The method will raise an exception if it is not the case that every value is a dateimte.date
object in date_dict created within the method.
An example call might be as follows:
duplicates_dict = dates.duplicates()
duplicates_dict
The user should examine the output and may have to make manual changes.
Typically if a date is repeated, the 'true' date can be found by looking at the filename from which that data sheet was extracted.
####Checking the Relative Order
The extent to which the sheets in the workbook need to be in the same order that the dates on the worksheets imply is not totally clear. On the one hand when we read the data from each sheet into and pandas DataFrame the data can simply be sorted according to date. On the other hand if the order of the sheets in the Workbook does not match the order implied by the dates found on the sheets this can be indicative of other problems with the data. Therefore, at a minimum the user should check that the order of the sheets matches the order implied by the dates on the sheets using the relative_order()
method. The syntax for this method is as follows:
wf.Dates.relative_order()
Returns: | Returns a dictionary that shows order of sheets implied by dates in the date_dict and the actual order of the sheets, if different. |
Again a date_dict is created inside the method by calling the wf.Dates.check_all_dates()
method.
The method will raise an exception if it is not the case that every value is a dateimte.date
object in the date_dict created inside the method.
An example call might look like this:
relative_dict = dates.relative_order()
relative_dict
The output dictionary should at least be looked at by the user. Action may or may not be necessary.
If simple changes can be made to ensure the order, then they should be made, but any changes should be verified by looking at the files from which the data sheets are drawn.
If changes to the sheet order are made it is useful to then use the wf.rename_sheets()
function to rename the sheets according to the new order.
####Comparing Dates on Sheets to Date in Filenames
Sometimes if the wf.Dates.relative_order()
and wf.Dates.duplicates()
methods are bringing errors to the attention of the user, it can be helpful in seeing where these errors have been generated to compare the dates found on the worksheets with those found in the filenames of the Workbooks from which those sheets were compiled.
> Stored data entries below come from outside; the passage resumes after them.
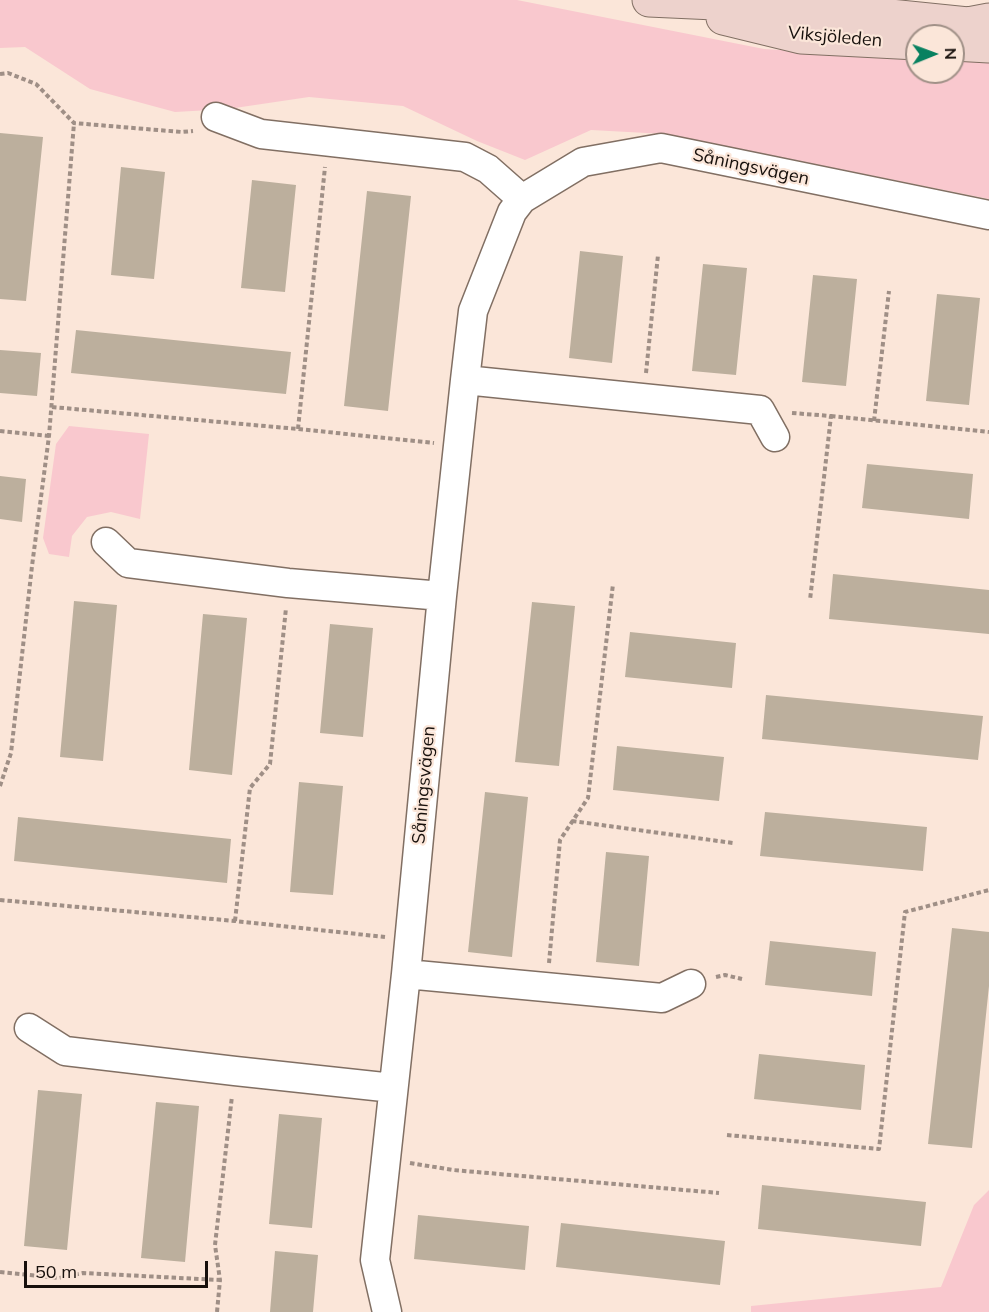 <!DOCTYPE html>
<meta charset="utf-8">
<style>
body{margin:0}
#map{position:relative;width:989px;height:1312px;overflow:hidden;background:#fbe6d9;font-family:Mulish,sans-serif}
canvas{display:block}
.north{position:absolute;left:905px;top:24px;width:60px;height:60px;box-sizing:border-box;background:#fbe6d9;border:2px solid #a09087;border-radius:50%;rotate:89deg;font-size:16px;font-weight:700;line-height:24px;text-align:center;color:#17100c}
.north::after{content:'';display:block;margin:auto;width:21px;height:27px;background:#088160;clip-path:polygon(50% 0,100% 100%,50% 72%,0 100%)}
.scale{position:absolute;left:24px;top:1261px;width:184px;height:27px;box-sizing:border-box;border:3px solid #17100c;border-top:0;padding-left:8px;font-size:18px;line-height:21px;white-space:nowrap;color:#17100c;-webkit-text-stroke:4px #fbe6d9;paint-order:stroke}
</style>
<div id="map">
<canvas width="989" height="1312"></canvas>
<div class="north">N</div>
<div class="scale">50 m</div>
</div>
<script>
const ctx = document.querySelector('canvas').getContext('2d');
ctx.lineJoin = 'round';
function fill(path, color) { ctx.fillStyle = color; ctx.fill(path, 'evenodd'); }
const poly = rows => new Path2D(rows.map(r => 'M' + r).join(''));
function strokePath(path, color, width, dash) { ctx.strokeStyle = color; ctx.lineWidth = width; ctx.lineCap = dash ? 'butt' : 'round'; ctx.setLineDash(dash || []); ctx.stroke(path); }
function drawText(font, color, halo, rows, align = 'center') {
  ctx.font = font + ' Mulish,sans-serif'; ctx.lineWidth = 4.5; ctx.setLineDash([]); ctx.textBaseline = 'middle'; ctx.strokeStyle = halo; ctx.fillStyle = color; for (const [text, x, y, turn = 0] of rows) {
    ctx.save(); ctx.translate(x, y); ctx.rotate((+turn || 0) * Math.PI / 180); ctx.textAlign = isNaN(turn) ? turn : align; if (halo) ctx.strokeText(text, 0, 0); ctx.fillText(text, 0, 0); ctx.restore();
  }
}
fill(poly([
 [0,0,517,0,764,49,917,58,917,72,953,72,953,60,989,62,989,199,665,134,591,130,525,160,477,141,403,106,309,97,228,109,175,112,90,89,25,47,0,48],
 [69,426,149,434,140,519,111,512,87,517,72,536,69,557,49,554,43,538,56,444],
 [989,1190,989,1312,751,1312,751,1306,941,1287,974,1205]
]), '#f9c8ce');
fill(poly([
 [0,133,43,137,26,301,0,299],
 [121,167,165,172,154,279,111,275],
 [252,180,296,185,285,292,241,288],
 [367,191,411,196,388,411,344,406],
 [580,251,623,256,612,363,569,358],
 [703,264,747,268,736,375,692,371],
 [813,275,857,279,846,386,802,382],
 [937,294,980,298,969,405,926,401],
 [76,330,291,352,286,394,71,373],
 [0,350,41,353,37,396,0,393],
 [867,464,973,474,969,519,862,508],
 [0,476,26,479,22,522,0,519],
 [833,574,989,590,989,634,829,619],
 [74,601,117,605,103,761,60,757],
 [532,602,575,606,559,766,515,762],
 [203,614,247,618,232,775,189,770],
 [330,624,373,628,363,737,320,733],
 [630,632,736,643,732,688,625,677],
 [766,695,983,716,978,760,762,739],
 [617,746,724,757,719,801,613,790],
 [299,782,343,786,333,895,290,892],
 [485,792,528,797,512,957,468,952],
 [765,812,927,827,923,871,760,856],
 [18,817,231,839,227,883,14,861],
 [606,852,649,856,639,966,596,962],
 [952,928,989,932,989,986,972,1148,928,1144],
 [770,941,876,952,872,996,765,985],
 [759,1054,865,1065,861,1110,754,1099],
 [38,1090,82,1094,67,1250,24,1246],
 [156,1102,199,1106,185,1262,141,1258],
 [279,1114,322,1118,312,1228,269,1224],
 [762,1185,926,1202,921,1246,758,1229],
 [418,1215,529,1226,525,1270,414,1259],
 [561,1223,725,1241,720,1285,556,1267],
 [275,1251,318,1255,313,1312,270,1312]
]), '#bcaf9d');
const minor = poly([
 [216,117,261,134,465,157,488,169,522,199],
 [465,380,760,410,775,437],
 [106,542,128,563,288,583,442,596],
 [406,974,662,998,691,984],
 [29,1028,65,1051,235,1071,393,1088],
 [387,1312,375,1260,406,974,442,596,465,380,473,311,512,212,522,199,583,162,661,148,989,215]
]);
const secondary = poly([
 [649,0,803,7,968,24,989,20],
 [723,18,801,37,917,43],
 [953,44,989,46]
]);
strokePath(minor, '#816f63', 31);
strokePath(secondary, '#816f63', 35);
strokePath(poly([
 [0,74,8,73,36,84,74,123,182,132,193,131],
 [646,373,658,255],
 [52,407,298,429,434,443],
 [792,413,831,416,810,600],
 [831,416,989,432],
 [874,421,889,291],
 [298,429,325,167],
 [0,431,49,436],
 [0,786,11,753,32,566,49,436,74,123],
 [572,821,733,843],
 [0,900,235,921,385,937],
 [235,921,250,788,270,764,286,608],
 [549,963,560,840,588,798,613,584],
 [716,977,725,975,742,979],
 [727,1135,879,1149,905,912,989,890],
 [410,1163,453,1170,719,1193],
 [0,1272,59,1278,83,1273,220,1280],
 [217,1312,220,1280,215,1245,232,1096]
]), '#9f8f86', 4, [4.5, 3]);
strokePath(minor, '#fff', 28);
strokePath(secondary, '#edd2cc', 33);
drawText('18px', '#17100c', '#fbe6d9', [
 ["Viksjöleden",835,37,5],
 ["Såningsvägen",751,167,12],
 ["Såningsvägen",424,785,-85]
]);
</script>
In order to do this the wf.Dates.compare_cell_file_date()
method is available. They syntax is as follows:
wf.Dates.compare_cell_file_date(file_list_dict, regex[, strp_format])
file_list_dict : |
A dict of folder keys and lists values that contain the Workbook filenames from which sheets will be compiled |
regex : |
string to pass to re.compile() that will identify the date component of the filenames in the file_list_dict |
strp_format : |
(Optional) A string to convert the date component of the filenames in the file_list_dict' to datetime.date()` objects |
Returns: | Returns a dictionary where keys are sheet names and values are tuples where first element of the tuple is the date as per the file name taken from file_list_dict , and the second is the date as per date cell taken from a date_dict that is created upon the method call. There are only keys for those tuples who's values are not equal. If date the regex provided does not match a date, or the date is not convertible, then the user is notified by a string inside the dict. |
Some explanation is needed here:
The file_list_dict
should be that which was created when compiling the sheets. If that object is still in the computer memory, then pass it directly, otherwise open the 'file_list_dict.json' that was created when the sheets were originally compiled and pass that.
The user must supply a regular expression (regex
) argument that will identify the date component of the file names in the file_list_dict
. This regular expression is passed to re.compile()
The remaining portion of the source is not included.